We should be very proud of and grateful for the cultural joy, hard cash and soft power that our musicians, dancers, actors and fashion industry and all their teams of background staff deliver for our country—or, I should say, did deliver until the Covid pandemic struck early last year. Since then, the industry has been in hibernation, or worse. Venues have closed and tours, festivals and exhibitions have been cancelled. Performers and their staff have had to switch careers to survive; many will be permanently lost from the industry, along with their talent and experience.

You might expect that the creative industries would be celebrating the beginning of the end of our battle with Covid, which of course is far from over. Some venues have reopened, live performances have restarted and the cash tills, or these days the card machines, are back in action. However, a vital revenue stream, accounting for roughly half of many companies’ income, has been wiped out at a stroke by the Government’s trade deal with the EU. Previously, performers and their crews could work and travel around Europe without any friction or costs. Now, they are faced with mountains of red tape, crippling costs and impossible logistics. If they were to embark on a tour visiting, say, 20 venues, their trucks and vans would now have to return to the UK after just two stops.

Artists had been assured that this would not happen. On 21 January last year, Nigel Adams, then a DCMS Minister, told the other place how important easy touring is for the creative industries. He said:

“It is essential that free movement is protected for artists post 2020.”—[Official Report, Commons, 21/1/20; col. 57WH.]


He was right. That is precisely what the EU offered: a cultural visa waiver scheme. However, inexplicably, the Government rejected it, and instead proposed something completely inappropriate. It is intended for businesspeople travelling to meetings, not artists plying their trade and being paid for it. That was the end of it. The British Government never raised the subject again, and the trade deal was signed without including any mention of our second-largest industry, for which it was the worst possible outcome: a no-deal Brexit.

Our artists now operate on far worse terms than for those from Tonga. For many companies and staff, it is the final nail in the coffin after Brexit. The worst affected are younger performers and crews, and those with embryonic careers, who need income from Europe to survive and the experience that comes with international touring to develop their talent. The Government are in denial about their role in this catastrophe. Until they admit to themselves that they should have accepted the EU’s generous offer, we cannot make any progress. They need to abandon their preposterous excuse that a visa waiver scheme would somehow breach their manifesto commitment on taking control of our borders. Performers come here for a few weeks to ply their trade, then go home. They do not represent any threat whatever of uncontrolled immigration.

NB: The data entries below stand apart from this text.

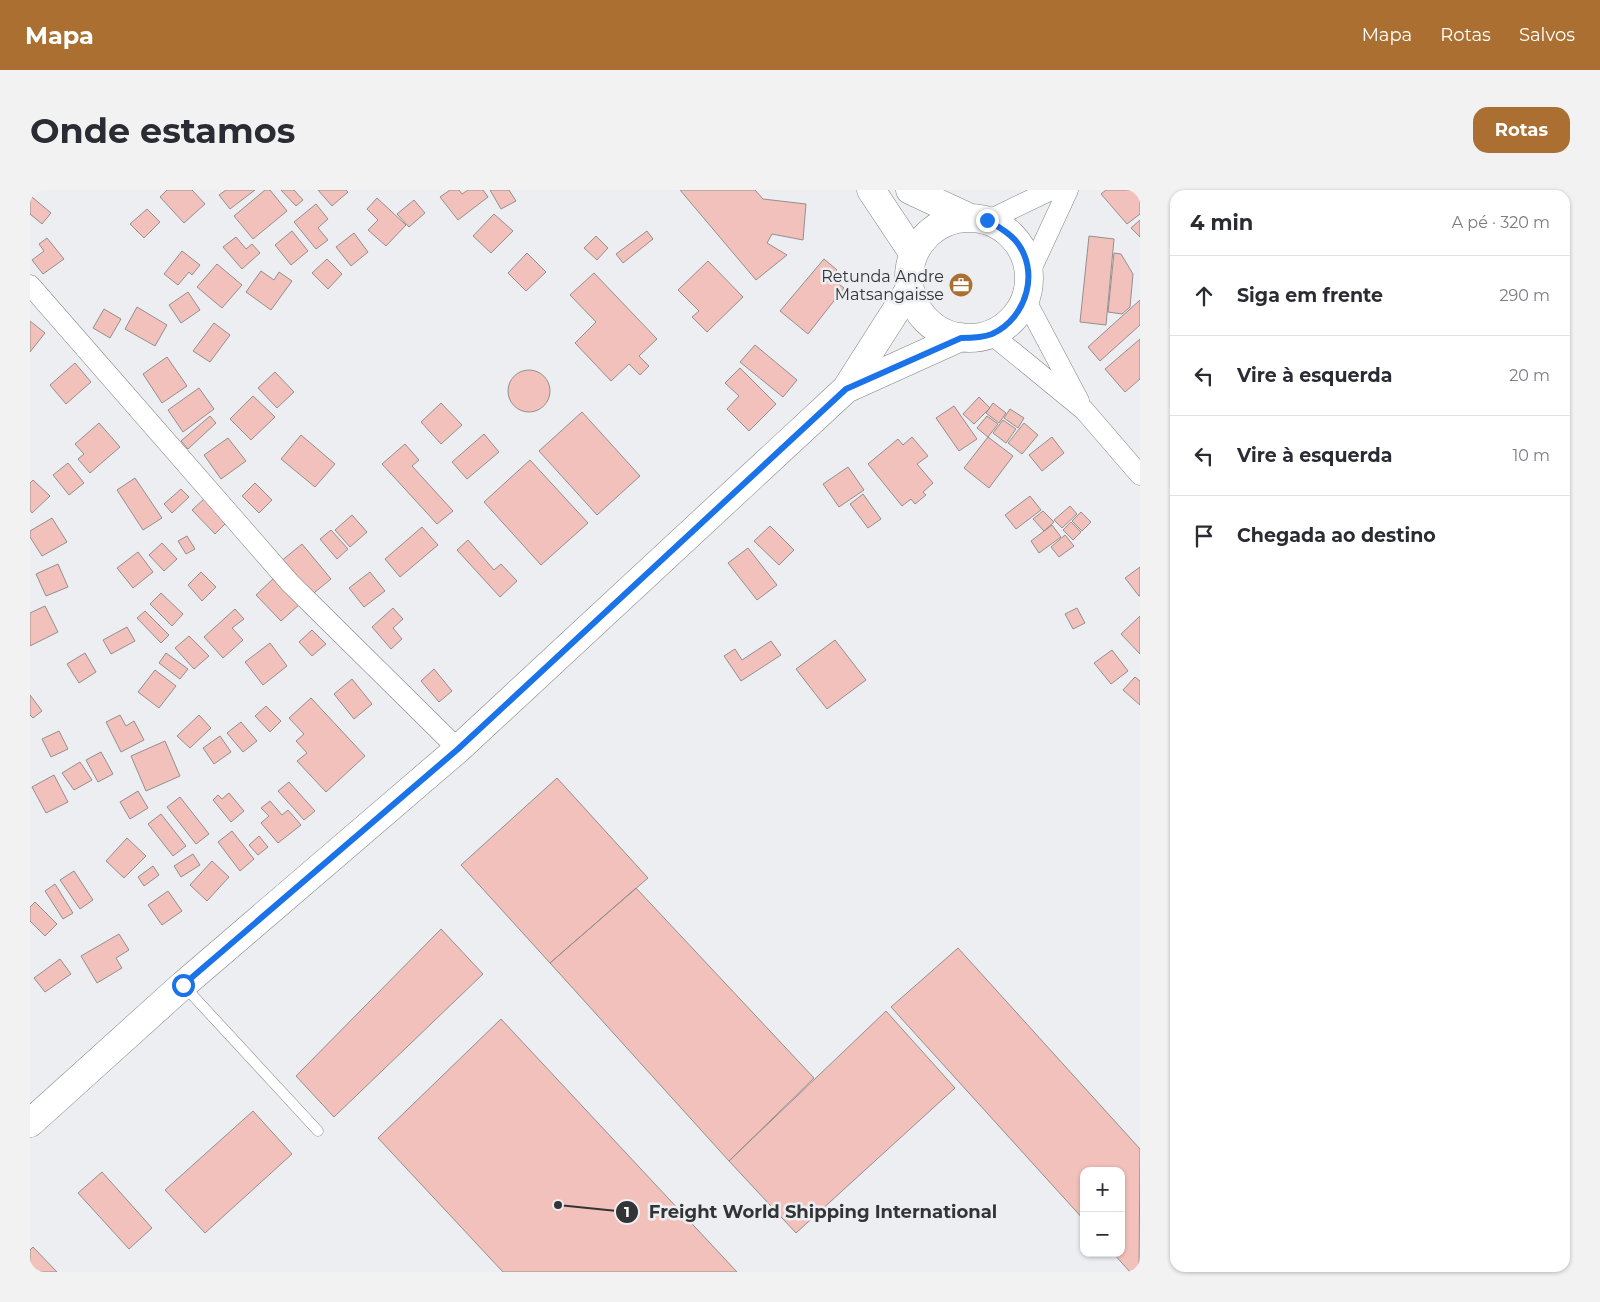 <!DOCTYPE html>
<html lang="pt">
<meta charset="utf-8">
<style>
:root{--surface:#fff;--page:#f2f2f3;--text:#2b2b33;--muted:#7c7c81;--line:#e1e1e2;--accent:#ab7031}
body{margin:0;font-family:Montserrat,sans-serif;background:var(--page);color:var(--text)}
.controls{position:absolute;right:15px;bottom:15px;display:grid;overflow:hidden;border-radius:10px;box-shadow:0 1px 4px #0004}
.controls button{width:45px;height:45px;display:grid;place-items:center;padding:0;border:0;border-bottom:1px solid var(--line);background:var(--surface);color:var(--text);font:25px sans-serif}
.stop{position:absolute;width:15px;height:15px;margin:-11px;border:4px solid #1a73e8;border-radius:50%;background:#fff}
.stop.end{background:#1a73e8;border-color:#fff;box-shadow:0 1px 5px #0008}
.list{margin:0;padding:0;list-style:none}
h2{display:flex;justify-content:space-between;align-items:center;height:65px;margin:0;padding:0 20px;font-size:21px}
h2 small{font-size:16px;font-weight:400;color:var(--muted)}
.list li{display:grid;grid-template-columns:32px 1fr auto;gap:15px;align-items:center;box-sizing:border-box;height:80px;padding:0 20px;border-top:1px solid var(--line)}
.list b{display:block;font-size:19px;white-space:nowrap}
.list em{font-size:16px;font-style:normal;color:var(--muted)}
.icon{flex:none;width:28px;height:28px;fill:none;stroke:currentColor;stroke-width:2;stroke-linecap:round;stroke-linejoin:round}
.map{position:relative;flex:none;width:1110px;height:1082px;overflow:hidden;border-radius:15px}
header{display:flex;align-items:center;gap:30px;box-sizing:border-box;height:70px;padding:0 25px;background:var(--accent);color:#fff}
header strong{font-size:24px}
nav{display:flex;gap:28px;margin-inline-start:auto;font-size:18px}
.intro{display:flex;align-items:center;justify-content:space-between;box-sizing:border-box;height:120px;padding:0 30px}
h1{margin:0;font-size:35px}
.button{padding:12px 22px;border-radius:15px;background:var(--accent);color:#fff;font-size:18px;font-weight:700}
main{display:flex;gap:30px;padding:0 30px}
aside{flex:1;background:var(--surface);border-radius:15px;box-shadow:0 1px 4px #0004}
.map>svg:first-child{display:block}
.building{fill:#f3c1bb;stroke:#938f8e}
.lines{fill:none;stroke-linecap:round;stroke-linejoin:round}
.lane-casing{stroke:#828387;stroke-width:11}
.street-casing{stroke:#828387;stroke-width:21}
.secondary-casing{stroke:#828387;stroke-width:29}
.lane{stroke:#fff;stroke-width:10}
.street{stroke:#fff;stroke-width:20}
.secondary{stroke:#fff;stroke-width:28}
.route{stroke:#1a73e8;stroke-width:6}
.labels{text-anchor:middle;stroke-width:5;stroke-linejoin:round;paint-order:stroke}
.poi-label{font-size:16px;fill:#333436;stroke:#edeef2;text-anchor:end}
.leader{fill:none;stroke:#333436;stroke-width:2}
.callout-dot{fill:#333436;stroke:#edeef2;stroke-width:2}
.mark-label{font-size:15px;text-anchor:middle;font-weight:bold;fill:#fff}
.callout-label{font-size:18px;text-anchor:middle;font-weight:bold;fill:#333436;stroke:#edeef2;stroke-width:5;stroke-linejoin:round;paint-order:stroke}
</style>
<header>
<strong>Mapa</strong>
<nav><a>Mapa</a><a>Rotas</a><a>Salvos</a></nav>
</header>
<div class="intro"><h1>Onde estamos</h1><a class="button">Rotas</a></div>
<main>
<div class="map">
<svg width="1110" height="1082" viewBox="0 0 1110 1082">
<rect width="100%" height="100%" fill="#edeef2"/>
<path class="building" d="M137,0H162L175,14L154,33L130,7Z
M196,0H225L200,19L189,5Z
M235,0H240L257,21L223,49L204,26Z
M251,0H264L273,10L266,16Z
M288,0H316L318,2L302,16Z
M420,0H429L432,4L438,0H453L458,7L428,30L410,7Z
M460,0H479L486,11L471,19Z
M650,0H725L733,9L776,14L773,50L742,44L737,53L757,65L726,90Z
M1076,0H1110V24L1097,34L1071,4Z
M2,7L21,23L12,34L0,24V9Z
M347,8L376,35L356,56L338,40L348,30L337,19Z
M384,10L395,23L379,37L367,24Z
M286,14L298,29L288,38L298,50L286,59L264,32Z
M117,19L130,32L114,48L100,34Z
M464,24L483,41L461,63L443,46Z
M1110,30V47L1101,38Z
M262,41L278,61L261,75L245,55Z
M617,41L623,49L593,73L586,64Z
M324,43L338,62L321,76L306,57Z
M566,46L578,58L567,70L554,58Z
M1059,46L1084,49L1076,135L1050,132Z
M206,47L216,59L222,54L230,63L212,79L193,57Z
M17,48L34,69L13,84L2,70L14,61L9,54Z
M152,61L170,75L162,85L159,82L148,95L134,84Z
M497,63L516,82L496,101L478,83Z
M1084,63L1091,64L1103,84L1100,117L1092,124L1078,122Z
M297,69L312,84L298,99L282,83Z
M794,69L807,80L800,87L814,98L778,144L750,121Z
M678,71L713,107L677,142L662,127L669,121L648,100Z
M187,74L212,95L192,118L167,97Z
M231,81L244,90L249,82L262,91L241,120L216,102Z
M564,83L627,149L609,166L619,176L610,185L599,174L581,191L545,153L566,132L540,105Z
M158,102L170,120L151,133L139,115Z
M1110,110V135L1070,171L1058,157Z
M107,117L137,135L125,156L95,139Z
M74,119L91,129L80,148L63,138Z
M0,131L15,143L0,162Z
M184,133L200,145L180,172L163,161Z
M1110,149V189L1095,202L1075,179Z
M725,155L767,190L753,207L710,172Z
M137,167L157,196L132,213L113,184Z
M45,173L61,192L36,214L20,195Z
M710,178L746,214L719,241L697,219L709,206L695,193Z
M478 201a21 21 0 1 1 42 0a21 21 0 1 1-42 0Z
M245,182L264,202L247,218L228,198Z
M169,198L184,219L153,242L138,220Z
M223,206L245,227L221,250L200,229Z
M949,207L960,218L944,234L933,224Z
M411,213L432,235L411,254L391,232Z
M963,213L976,223L969,233L956,223Z
M924,216L947,249L929,261L906,228Z
M980,219L994,228L988,238L974,228Z
M552,222L610,286L567,325L509,261Z
M180,226L186,233L158,259L151,251Z
M957,226L968,234L958,247L947,238Z
M973,230L986,239L976,253L963,243Z
M69,233L90,257L60,283L48,269L54,264L45,254Z
M994,233L1008,245L992,264L978,253Z
M454,244L469,262L437,289L422,272Z
M271,245L305,274L285,297L251,269Z
M882,247L898,266L887,274L903,293L893,302L896,305L885,314L881,309L872,316L838,274L868,249L873,255Z
M958,247L983,266L959,298L934,278Z
M1022,247L1034,263L1012,281L999,265Z
M198,248L216,271L191,289L174,265Z
M375,254L389,270L382,276L423,321L407,334L352,274Z
M500,270L558,333L511,375L454,312Z
M38,273L54,293L39,305L23,285Z
M818,277L834,300L809,317L793,294Z
M105,288L132,328L113,340L87,300Z
M3,290L20,306L2,323L0,320V293Z
M225,293L242,310L229,323L212,306Z
M151,299L159,307L142,323L134,314Z
M833,304L851,329L838,338L820,314Z
M1000,306L1011,320L986,339L975,325Z
M175,308L198,331L185,344L162,320Z
M1040,316L1047,324L1032,338L1024,330Z
M1013,321L1024,332L1014,341L1003,329Z
M1051,322L1061,332L1052,341L1042,331Z
M322,325L337,342L320,357L305,340Z
M22,328L37,352L12,366L0,347V341Z
M1041,332L1051,342L1043,350L1033,340Z
M1022,335L1031,347L1009,363L1001,351Z
M740,336L764,360L749,375L724,351Z
M392,337L408,355L370,387L355,369Z
M301,340L318,359L307,369L290,349Z
M1035,345L1044,356L1029,367L1021,357Z
M157,346L165,359L156,364L148,351Z
M438,350L464,380L471,374L487,391L470,407L427,360Z
M132,353L147,369L134,381L119,365Z
M272,354L301,389L279,407L250,372Z
M718,358L747,395L727,410L698,373Z
M108,362L123,382L103,398L87,378Z
M28,374L38,397L16,406L6,384Z
M1110,377V406H1109L1095,388Z
M171,382L186,397L172,411L158,395Z
M340,382L355,401L334,417L319,398Z
M244,388L270,414L251,431L226,405Z
M131,403L153,424L142,436L120,414Z
M15,416L28,442L0,456V423Z
M363,418L373,429L363,438L372,449L361,459L342,437Z
M1047,418L1055,433L1043,439L1035,424Z
M205,419L214,429L202,438L213,450L193,468L174,447Z
M115,421L139,445L131,453L107,428Z
M1110,426V464L1091,444Z
M97,437L105,451L81,464L73,450Z
M282,440L296,454L282,466L269,452Z
M159,446L179,466L164,479L145,458Z
M805,450L836,490L797,519L766,479Z
M741,451L751,465L711,491L694,466L705,459L712,470Z
M240,453L257,476L233,495L215,472Z
M1082,460L1098,481L1081,494L1064,473Z
M55,463L66,482L49,493L37,474Z
M136,463L158,479L150,489L129,473Z
M404,479L422,501L409,512L391,491Z
M125,480L146,496L129,518L108,502Z
M1105,487L1110,491V515L1093,500Z
M322,489L342,514L324,529L304,504Z
M0,505L12,521L3,528L0,525Z
M281,508L335,566L296,602L267,571L277,563L266,551L274,544L259,528Z
M236,516L251,531L240,542L225,526Z
M90,525L96,536L104,531L114,550L91,562L76,532Z
M169,525L181,538L160,558L147,546Z
M211,532L227,551L213,562L197,543Z
M29,541L38,559L21,567L12,549Z
M190,546L201,562L184,574L173,558Z
M135,551L150,586L116,601L101,566Z
M71,562L83,584L68,592L56,570Z
M50,572L62,590L44,600L32,583Z
M24,585L38,612L16,623L2,597Z
M527,588L618,688L520,773L431,675Z
M259,592L285,621L274,630L248,601Z
M108,601L118,618L100,629L90,612Z
M199,603L214,621L201,632L183,610L188,605L192,609Z
M150,607L179,644L166,654L137,617Z
M240,611L252,625L258,620L271,635L248,653L231,633L239,626L231,618Z
M131,624L156,656L143,666L118,634Z
M202,641L224,669L210,681L188,652Z
M229,646L238,657L228,665L219,655Z
M97,648L116,666L94,688L76,671Z
M163,664L170,675L151,687L144,676Z
M182,671L199,687L177,711L160,695Z
M123,676L129,685L114,696L108,687Z
M44,681L63,710L50,719L30,690Z
M25,694L43,723L33,729L15,701Z
M606,698L784,888L699,971L520,773Z
M138,701L152,721L132,735L118,715Z
M5,712L27,734L15,746L0,731V717Z
M411,739L453,784L304,927L266,886Z
M89,744L99,760L86,768L92,778L67,793L51,766Z
M928,758L1110,959L1109,1082H1100L1083,1063H1091V981H1054V1030L861,817Z
M30,769L41,784L15,802L4,788Z
M856,821L925,898L766,1043L699,971Z
M471,829L707,1082H473L348,948Z
M223,921L262,964L175,1043L135,1000Z
M72,982L122,1038L99,1059L48,1003Z
M3,1057L27,1082H0V1060Z"/>
<g class="lines">
<defs>
<path id="lane" d="M154,796L288,941"/>
<path id="street" d="M957,31L1021,0
M999,84L1038,0
M0,95L260,393L428,559
M995,109L1049,211
M961,144L1054,220L1110,285"/>
<path id="secondary" d="M841,0L883,63
M880,0L938,27
M879 88a60 60 0 1 1 120 0a60 60 0 1 1-120 0Z
M816,199L931,147
M0,933L153,795L428,559L816,199L879,100"/>
</defs>
<use href="#lane" class="lane-casing"/>
<use href="#street" class="street-casing"/>
<use href="#secondary" class="secondary-casing"/>
<use href="#lane" class="lane"/>
<use href="#street" class="street"/>
<use href="#secondary" class="secondary"/>
</g>
<g class="lines">
<path class="route" d="M153,795L428,559L816,199L931,148C941,148 952,148 962,144C997,128 1011,80 985,50C977,41 967,36 957,30"/>
</g>
<defs>
<symbol id="office-disc" viewBox="-11 -11 22 22"><circle r="9.5" fill="#ab7031" stroke="#edeef2"/><path d="M-6-3h4V-5.5h4V-3h4V5H-6ZM-1-4.5V-3h2v-1.5ZM-6 0V1H6V0Z" fill="#fff"/></symbol>
</defs>
<g fill-rule="evenodd">
<use href="#office-disc" x="917" y="81" width="28" height="28"/>
</g>
<g class="labels">
<g class="poi-label">
<text x="914" y="92">Retunda Andre<tspan x="914" dy="18">Matsangaisse</tspan></text>
</g>
</g>
<path class="leader" d="M528 1015L597 1022"/>
<g class="callout-dot">
<circle cx="528" cy="1015" r="5"/>
<circle cx="597" cy="1022" r="12"/>
</g>
<g class="mark-label">
<text x="597" y="1027">1</text>
</g>
<g class="callout-label">
<text x="793" y="1028">Freight World Shipping International</text>
</g>
</svg>
<div class="controls">
<button>+</button>
<button>−</button>
</div>
<div class="stop" style="left:153px;top:795px"></div>
<div class="stop end" style="left:957px;top:30px"></div>
</div>
<aside>
<h2>4 min<small>A pé · 320 m</small></h2>
<ul class="list">
<li><svg class="icon" aria-label="ahead" viewBox="0 0 24 24"><path d="M12 20V5M6 11l6-6 6 6"/></svg><div><b>Siga em frente</b></div><em>290 m</em></li>
<li><svg class="icon" aria-label="left" viewBox="0 0 24 24"><path d="M17 20v-9H6M10 6l-5 5 5 5"/></svg><div><b>Vire à esquerda</b></div><em>20 m</em></li>
<li><svg class="icon" aria-label="left" viewBox="0 0 24 24"><path d="M17 20v-9H6M10 6l-5 5 5 5"/></svg><div><b>Vire à esquerda</b></div><em>10 m</em></li>
<li><svg class="icon" aria-label="arrive" viewBox="0 0 24 24"><path d="M6 21V4h12l-3 4 3 4H6"/></svg><div><b>Chegada ao destino</b></div></li>
</ul>
</aside>
</main>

We must go back to Brussels and negotiate a cultural visa waiver scheme as an addendum to the trade agreement, without the need to reopen the existing treaty. Only then can our second-largest sector emerge from the darkness of the Covid winter into a spring of renewed success on the world stage. Unfortunately, the new Secretary of State postponed her meeting with Sir Elton John, which should have taken place this morning and at which he would have urged her to grasp this nettle. However, I remain hopeful that her strength of will and fresh perspective will enable her to fix this urgent problem.